Saved entries:
※ ※ ※

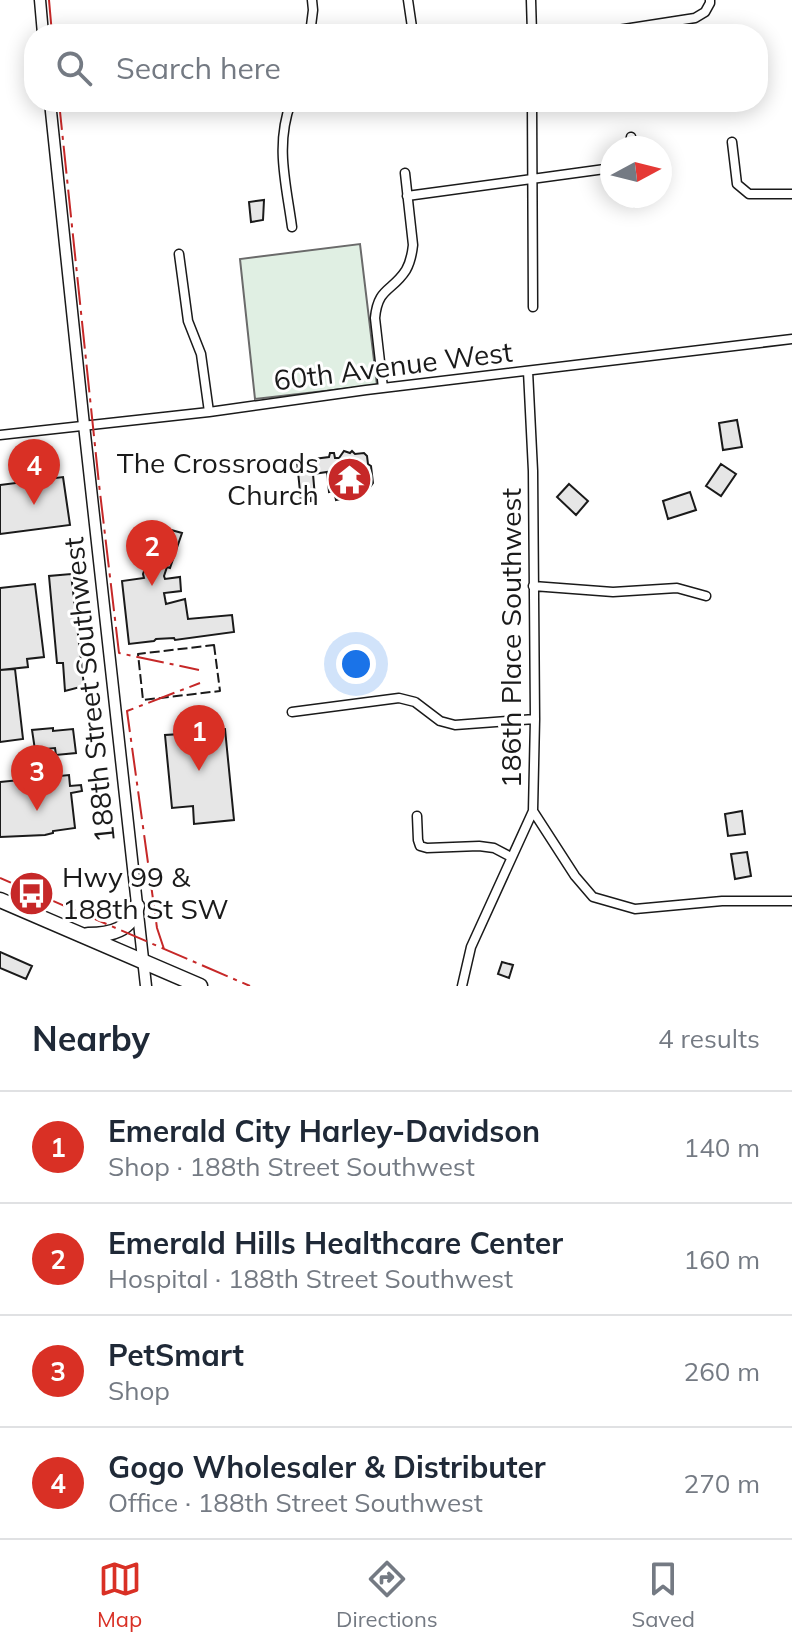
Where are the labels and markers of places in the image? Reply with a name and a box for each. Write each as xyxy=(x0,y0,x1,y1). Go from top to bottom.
pin: 4 xyxy=(8,439,60,505)
place label: The Crossroads Church xyxy=(117,445,319,512)
temple icon: The Crossroads Church xyxy=(326,455,374,503)
pin: 2 xyxy=(126,520,178,586)
pin: 1 xyxy=(173,705,225,771)
pin: 3 xyxy=(11,745,63,811)
place label: Hwy 99 & 188th St SW xyxy=(62,859,229,926)
bus stop icon: Hwy 99 & 188th St SW xyxy=(7,869,55,917)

※ ※ ※

Retype each record exactly as it appears above and drop the images.

Where are the labels and markers of places in the image? Reply with a name and a box for each. Write each as xyxy=(x0,y0,x1,y1). Go from top to bottom.
pin: 4 xyxy=(8,439,60,505)
place label: The Crossroads Church xyxy=(117,445,319,512)
temple icon: The Crossroads Church xyxy=(326,455,374,503)
pin: 2 xyxy=(126,520,178,586)
pin: 1 xyxy=(173,705,225,771)
pin: 3 xyxy=(11,745,63,811)
place label: Hwy 99 & 188th St SW xyxy=(62,859,229,926)
bus stop icon: Hwy 99 & 188th St SW xyxy=(7,869,55,917)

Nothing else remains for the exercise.